Alaska, DOJ End Exxon Valdez Litigation

By Mark Edward Nero

On Oct. 15, the US and Alaska governments dropped their remaining legal claims against Exxon Mobil Corp regarding the 1989 Exxon Valdez oil spill, saying wildlife affected by the disaster have sufficiently recovered.

The US Department of Justice and the Alaska Department of Law said they’re bringing to a close the federal and state judicial actions against ExxonMobil Corp. because Alaska harlequin ducks and sea otters thought in 2006 to have been impacted by lingering subsurface oil have recovered to pre-spill population levels.

“Scientists have concluded that exposure to the subsurface oil is no longer biologically significant to these species,” the DOJ said in a prepared statement. “Accordingly, the governments have decided to withdraw their 2006 request to Exxon to fund bio-restoration of subsurface lingering oil patches.”

The March 1989 grounding of the tanker vessel Exxon Valdez on Bligh Reef in Prince William Sound spilled nearly 11 million gallons of North Slope crude oil that ultimately contaminated about 1,500 miles of Alaska’s coastline.

It affected three national parks, four national wildlife refuges, a national forest, five state parks, four state critical habitat areas, a state game sanctuary and killed enormous numbers of birds, marine mammals and fish and disrupted the lives and livelihoods of Alaskans who rely on those resources.

On Oct. 8, 1991, a US District Court judge approved both a plea agreement resolving criminal charges against Exxon and a settlement agreement between Exxon and the United States and the State of Alaska resolving all civil claims pertaining to the spill.

Under the plea agreement, the company paid $125 million for a criminal fine and restitution.

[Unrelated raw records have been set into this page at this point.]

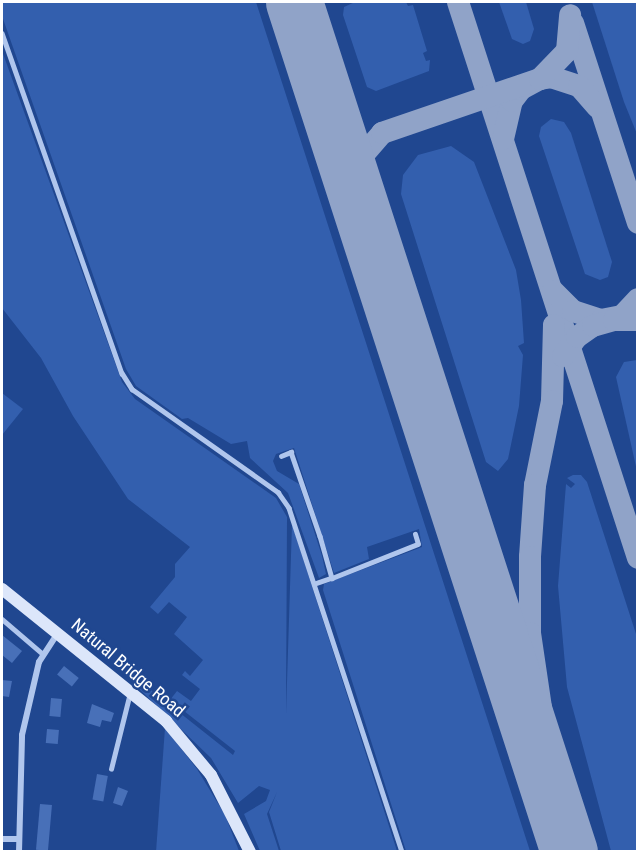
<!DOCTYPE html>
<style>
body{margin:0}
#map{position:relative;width:639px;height:853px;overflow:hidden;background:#204790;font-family:"Roboto Condensed",sans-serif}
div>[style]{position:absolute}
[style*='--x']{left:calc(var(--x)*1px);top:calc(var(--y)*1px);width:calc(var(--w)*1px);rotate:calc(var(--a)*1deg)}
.green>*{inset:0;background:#335fae}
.taxiway>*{height:22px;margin:-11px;padding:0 11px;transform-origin:11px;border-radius:11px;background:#90a3c8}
.runway>*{height:57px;margin:-28.5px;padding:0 28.5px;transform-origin:28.5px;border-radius:28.5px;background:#90a3c8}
.building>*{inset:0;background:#4870b8;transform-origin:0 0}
.service>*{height:4.5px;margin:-2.25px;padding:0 2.25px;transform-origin:2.25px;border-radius:2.25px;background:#b0c6ed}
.minor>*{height:6px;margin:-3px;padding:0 3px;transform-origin:3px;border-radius:3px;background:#b0c6ed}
.secondary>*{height:12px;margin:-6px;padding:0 6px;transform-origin:6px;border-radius:6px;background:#dce6fa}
span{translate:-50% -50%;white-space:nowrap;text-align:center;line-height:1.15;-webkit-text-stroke:5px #204790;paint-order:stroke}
.street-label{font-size:18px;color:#fff}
.frame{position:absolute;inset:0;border:3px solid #fff;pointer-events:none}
</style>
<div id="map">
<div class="green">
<i style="clip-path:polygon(2px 2px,256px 2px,530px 851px,406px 851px,323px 590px,324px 584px,422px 547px,419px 529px,367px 547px,369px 559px,334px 573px,294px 448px,276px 454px,273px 461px,277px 471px,299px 484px,322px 556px,326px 574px,319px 578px,288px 493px,250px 458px,247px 441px,231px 444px,188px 418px,182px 419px,136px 386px,126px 369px,2px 16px)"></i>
<i style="clip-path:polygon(355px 2px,406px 2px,408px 6px,413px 5px,427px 51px,423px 53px,426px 61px,430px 60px,429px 71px,376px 91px,367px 87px,343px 15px,344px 7px)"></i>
<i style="clip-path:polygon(499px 2px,526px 2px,534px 29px,530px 41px,523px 44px,512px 39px)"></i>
<i style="clip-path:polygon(592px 2px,637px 2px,637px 134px,624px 102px)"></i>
<i style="clip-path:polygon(2px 51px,122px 382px,135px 399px,276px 498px,287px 517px,286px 714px,292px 524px,397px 851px,281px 851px,269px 812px,277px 792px,267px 814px,279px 851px,260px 851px,244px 814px,266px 801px,270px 790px,259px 786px,238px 803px,211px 758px,133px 683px,132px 675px,233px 755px,235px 751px,170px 700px,177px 691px,191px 701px,200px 689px,182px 675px,185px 671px,190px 676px,203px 660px,174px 634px,187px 617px,169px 602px,158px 614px,150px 607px,175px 577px,175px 564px,190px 547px,128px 499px,73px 416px,41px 358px,2px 308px)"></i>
<i style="clip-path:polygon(551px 119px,564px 122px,571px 133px,612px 262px,608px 277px,600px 280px,585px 274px,539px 136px,541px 127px)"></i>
<i style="clip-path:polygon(451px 146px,474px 162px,516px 270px,521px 300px,524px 343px,518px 346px,523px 355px,519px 406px,508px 459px,498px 471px,486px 462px,401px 194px,403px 175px,418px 155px)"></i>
<i style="clip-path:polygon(637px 360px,638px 360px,637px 471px,616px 377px,624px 362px)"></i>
<i style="clip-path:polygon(2px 393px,23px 409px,2px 435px)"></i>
<i style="clip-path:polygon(573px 475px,581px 475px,587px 482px,637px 637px,637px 851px,611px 851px,567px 687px,558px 586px,566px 484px,571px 488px,575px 484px,567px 478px)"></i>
<i style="clip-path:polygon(165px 728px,197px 769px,225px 815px,239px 851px,156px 852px)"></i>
</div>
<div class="taxiway">
<i style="--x:458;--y:2;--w:584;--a:72.06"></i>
<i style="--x:573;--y:23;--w:210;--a:72"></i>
<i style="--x:304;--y:32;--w:30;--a:-84"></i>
<i style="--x:503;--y:139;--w:39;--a:-77"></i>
<i style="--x:512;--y:101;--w:15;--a:-53"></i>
<i style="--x:521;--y:89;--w:21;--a:-28"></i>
<i style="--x:540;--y:79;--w:11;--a:-10"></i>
<i style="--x:551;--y:77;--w:29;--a:18"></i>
<i style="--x:579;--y:86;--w:28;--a:49"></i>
<i style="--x:360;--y:203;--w:35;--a:-90"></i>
<i style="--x:360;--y:168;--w:15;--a:-74"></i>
<i style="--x:364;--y:154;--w:28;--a:-49"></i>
<i style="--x:382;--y:133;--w:167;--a:-18.9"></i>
<i style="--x:540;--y:79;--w:39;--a:-46"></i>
<i style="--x:567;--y:51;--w:36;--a:-85"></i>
<i style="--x:553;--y:291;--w:28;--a:45"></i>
<i style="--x:573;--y:311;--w:29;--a:18"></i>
<i style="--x:601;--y:320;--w:21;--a:-11"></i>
<i style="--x:622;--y:316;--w:23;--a:-47"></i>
<i style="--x:554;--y:325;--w:76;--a:91.5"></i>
<i style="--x:552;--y:401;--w:86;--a:101.4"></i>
<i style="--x:535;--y:485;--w:72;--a:94"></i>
<i style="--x:530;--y:557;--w:76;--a:90"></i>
<i style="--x:530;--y:633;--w:179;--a:81.6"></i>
<i style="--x:563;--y:356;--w:24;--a:-54"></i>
<i style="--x:577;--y:337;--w:19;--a:-35"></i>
<i style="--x:593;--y:326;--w:22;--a:-16"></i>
<i style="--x:614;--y:320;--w:24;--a:0"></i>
</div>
<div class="runway">
<i style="--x:294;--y:2;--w:893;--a:72.07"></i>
</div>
<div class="building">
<i style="clip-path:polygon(2px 635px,22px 651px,12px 663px,2px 655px)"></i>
<i style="left:64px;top:666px;width:19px;height:11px;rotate:39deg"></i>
<i style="clip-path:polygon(2px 680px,12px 681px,9px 697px,2px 696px)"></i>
<i style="left:51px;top:698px;width:11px;height:18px;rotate:5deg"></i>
<i style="clip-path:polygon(92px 704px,114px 713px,111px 722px,102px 720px,100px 727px,87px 723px)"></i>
<i style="left:47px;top:729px;width:12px;height:14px;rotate:5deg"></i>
<i style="left:97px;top:774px;width:11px;height:26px;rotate:10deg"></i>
<i style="clip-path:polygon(118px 787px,128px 791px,122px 806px,113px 803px)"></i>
<i style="left:40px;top:804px;width:12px;height:46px;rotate:5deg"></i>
</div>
<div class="service">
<i style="--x:2;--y:33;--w:361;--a:70.6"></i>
<i style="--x:122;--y:373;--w:19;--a:58"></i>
<i style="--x:132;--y:389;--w:179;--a:35.2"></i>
<i style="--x:278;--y:492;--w:19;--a:55"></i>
<i style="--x:289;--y:508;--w:362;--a:71.8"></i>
<i style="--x:281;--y:456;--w:11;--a:-22"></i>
<i style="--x:291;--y:452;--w:89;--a:71"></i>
<i style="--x:320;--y:536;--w:44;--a:74.1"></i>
<i style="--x:332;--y:578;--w:18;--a:161"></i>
<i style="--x:332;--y:578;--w:92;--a:-21.6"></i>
<i style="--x:418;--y:544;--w:10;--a:-107"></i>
<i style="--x:2;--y:619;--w:54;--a:40.5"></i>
<i style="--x:111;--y:769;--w:78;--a:-76"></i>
</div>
<div class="minor">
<i style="--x:2;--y:839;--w:16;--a:0"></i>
<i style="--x:19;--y:852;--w:117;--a:-88.5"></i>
<i style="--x:22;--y:735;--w:75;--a:-76.9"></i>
<i style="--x:39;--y:662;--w:35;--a:-57"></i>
</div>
<div class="secondary">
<i style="--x:2;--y:589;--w:211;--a:38.8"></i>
<i style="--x:166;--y:721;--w:70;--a:50.2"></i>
<i style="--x:211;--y:775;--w:86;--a:63.1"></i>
</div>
<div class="street-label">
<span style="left:128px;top:668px;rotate:40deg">Natural Bridge Road</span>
</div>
<div class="frame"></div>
</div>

The settlement required Exxon to pay the governments $900 million over 10 years to reimburse past costs and fund the restoration of injured natural resources.

One unresolved aspect of the 1991 settlement had been a provision entitled “Reopener for Unknown Injury” that allowed the two governments to seek up to an additional $100 million if they later found substantial losses or declines in populations, habitats or species that could not have been anticipated at the time of the settlement.

“Although we will not be pursuing Exxon for additional damages, our decision today does not close the book on lingering oil,” Alaska Attorney General Craig Richards said. “We are fortunate to have alternatives for dealing with this issue that can be undertaken without the constraints of the Reopener language.”